Regarding Claim 1 Huang teaches A training method for a computer to execute a process comprising: generating a trained multi-task model by concurrently training a first model and a second model within a single neural network architecture (Huang, pages 3626-3627, section 3. Teaches a Multi-task learning model (MTL) to learn multiple output layers that do different tasks (i.e. models) at the same time (i.e. concurrently).) using training data that belongs to a first field, (Huang, page 3627, section 4.1, teaches the training of a baseline deep neural network that was trained using training data from a specified data set belonging to a first field.)  the first model and the second model sharing at least an input layer and an intermediate layer, the first model including a first input layer coupled to the intermediate layer (Huang, page 3626, section 3, teaches the use of an input layer, an intermediate layer that are utilized by both the first and second models that are distinguished by different output layers. Huang, page 3627, section 4.1-4.2, teaches the use of an input layer, an intermediate layer, and an output layer that is connected to said intermediate layer. These layers are present in both the base model that is trained and all the models of the multi-task model that is trained. The output layer being exclusive to the task of the first model (i.e., first output layer))…1, and the second model including a second output layer, distinct from the first output layer and coupled to the intermediate layer (Huang, page 3626, section 3, teaches the use of an input layer, an intermediate layer that are utilized by both the first and second models that are distinguished by different output layers. Huang, page 3627, section 4.1, teaches the training of a multi-task model that has at least two output layers meaning it has at least two models. The one multi-task model having at least two output layers represents two models withing the multi-task model that are trained using the base model and their own model training data. (i.e., trained a first model and a second model by training a multi-task learning model that includes the first model and the second model using training data)) …2
generating an objective model in which a new third output layer is coupled to the intermediate layer, the third output layer being configured for a task in a second field (Huang, page 3627, section 4.1, teaches the training of a multi-task model that has at least two output layers meaning it is able to have three output layers and in turn three models. The one multi-task model having at least two output layers represents three models withing the multi-task model that are trained using the base model and their own model training data. (i.e., the generating the trained model includes generating a third model that includes the input layer and the intermediate layer in the trained multi-task model and a third output layer) …3
Huang does not teach …1and being configured to perform a word prediction task …4 from the first field… However, Ye in analogous art teaches this limitation (Ye, page 3, section 2.3 and Figure 1, teaches the prediction of words and word relation in one of the models in the multi-task model, in regards to the BIO tag information that is being input into the model. the BIO tag information is biotechnology and used in the field of biotechnology.)
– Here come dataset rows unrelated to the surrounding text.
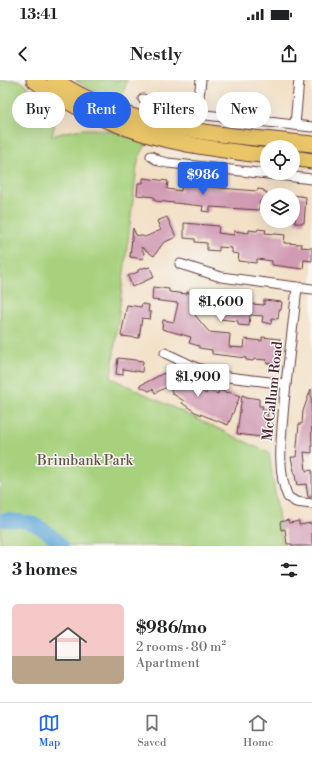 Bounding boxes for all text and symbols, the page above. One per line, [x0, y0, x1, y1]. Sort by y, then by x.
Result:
text: 13:41 [20, 5, 57, 24]
icon: back [12, 43, 34, 65]
text: Nestly [130, 43, 182, 66]
icon: share [278, 43, 300, 65]
chip: Buy [12, 92, 65, 128]
chip: Rent [73, 92, 131, 128]
chip: Filters [139, 92, 208, 128]
chip: New [216, 92, 271, 128]
map controls [260, 140, 300, 228]
button: locate [260, 140, 300, 180]
pin: $986 [179, 162, 227, 196]
text: $986 [187, 167, 219, 183]
button: layers [260, 188, 300, 228]
pin: $1,600 [188, 289, 254, 323]
text: $1,600 [198, 294, 244, 310]
street label: McCallum Road [259, 340, 287, 442]
pin: $1,900 [165, 364, 231, 398]
text: $1,900 [175, 369, 221, 385]
park label: Brimbank Park [36, 452, 134, 470]
text: 3 homes [12, 559, 77, 581]
icon: filters [278, 559, 300, 581]
text: $986/mo [136, 617, 207, 639]
icon: home [44, 620, 92, 668]
text: 2 rooms · 80 m² [136, 639, 226, 655]
text: Apartment [136, 655, 200, 671]
tab: Map [38, 712, 60, 750]
tab: Saved [137, 712, 166, 750]
tab: Home [243, 712, 274, 750] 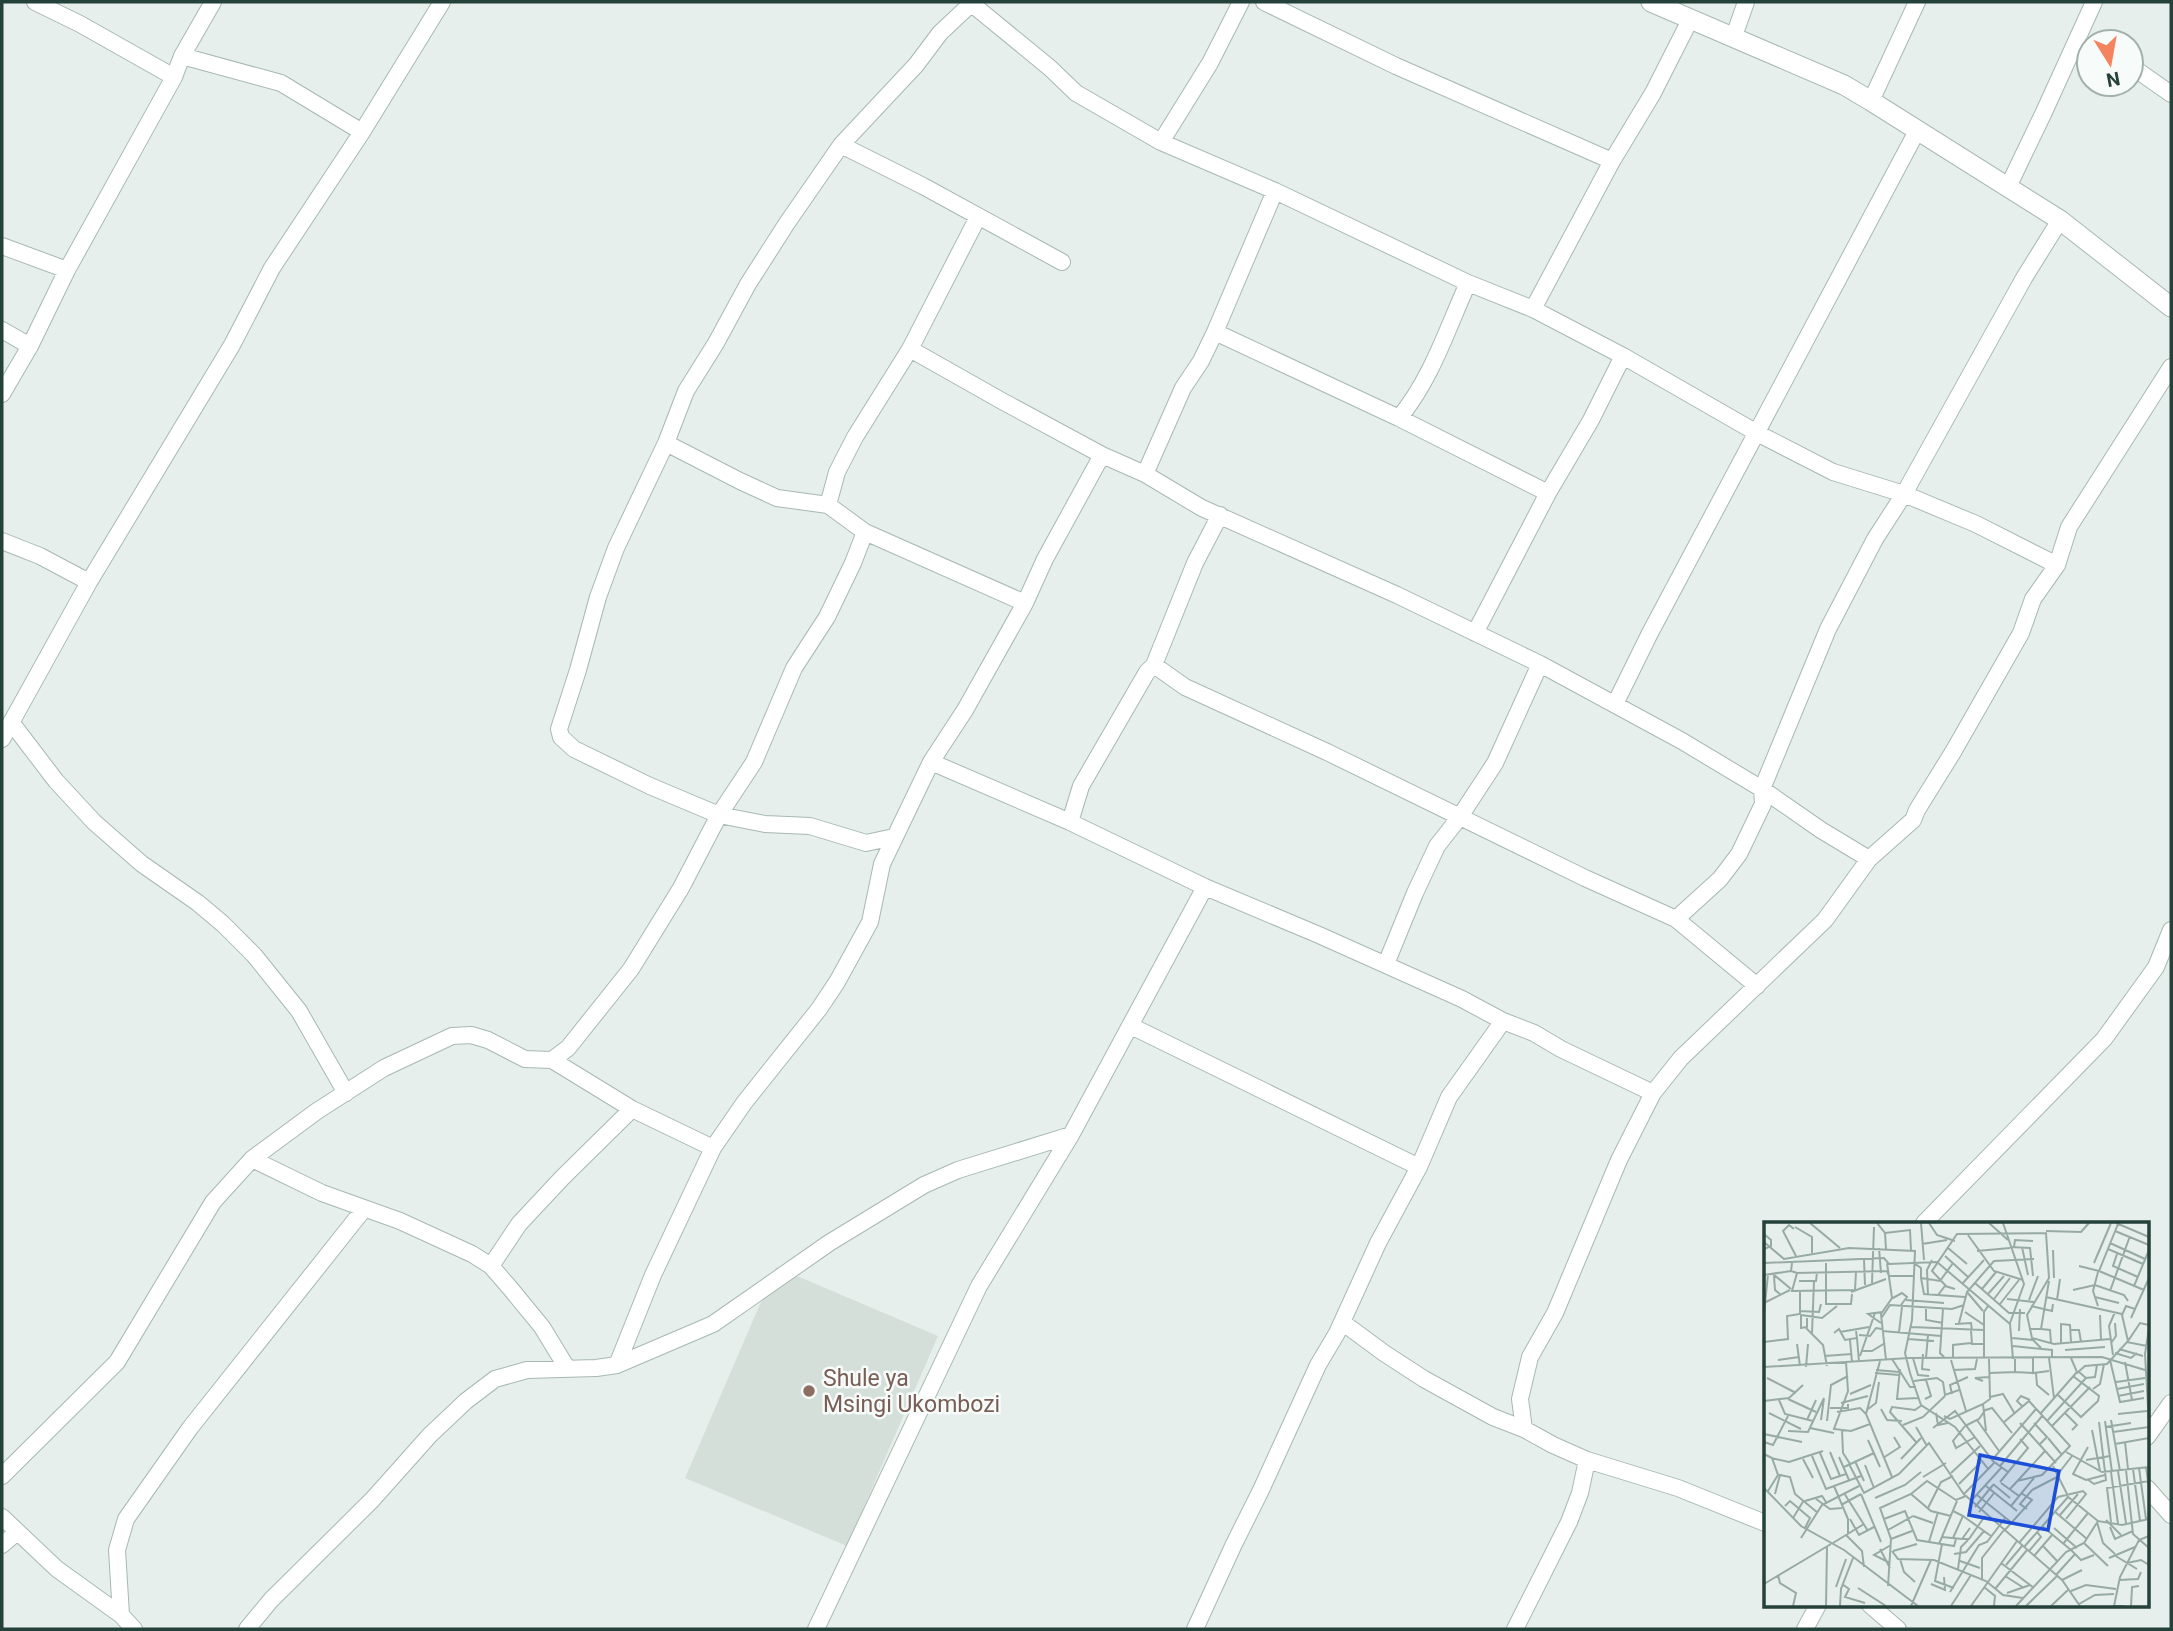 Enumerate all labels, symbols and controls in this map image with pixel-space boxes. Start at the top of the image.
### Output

Further, Huang does not teach …2 and being configured to perform an extraction of a named entity using …5 from the first field;… However, Ye in analogous art teaches this limitation (Ye, page 3, section 2.3 and Figure 1, teaches the extraction of named entities and relationships in one of the models in the multi-task model, in regards to the BIO tag information that is being input into the model. the BIO tag information is biotechnology and used in the field of biotechnology.))
It would have been obvious to one skilled in the art before the effective filing date of the claimed invention to combine Ye’s teaching of multi-task models using biotechnology data with Huang’s teaching of the training of multi-task models. The motivation to do so would be to would be to allow the multi-task model to be trained on biotechnological data and be able to use a base model on multiple types of data from different fields.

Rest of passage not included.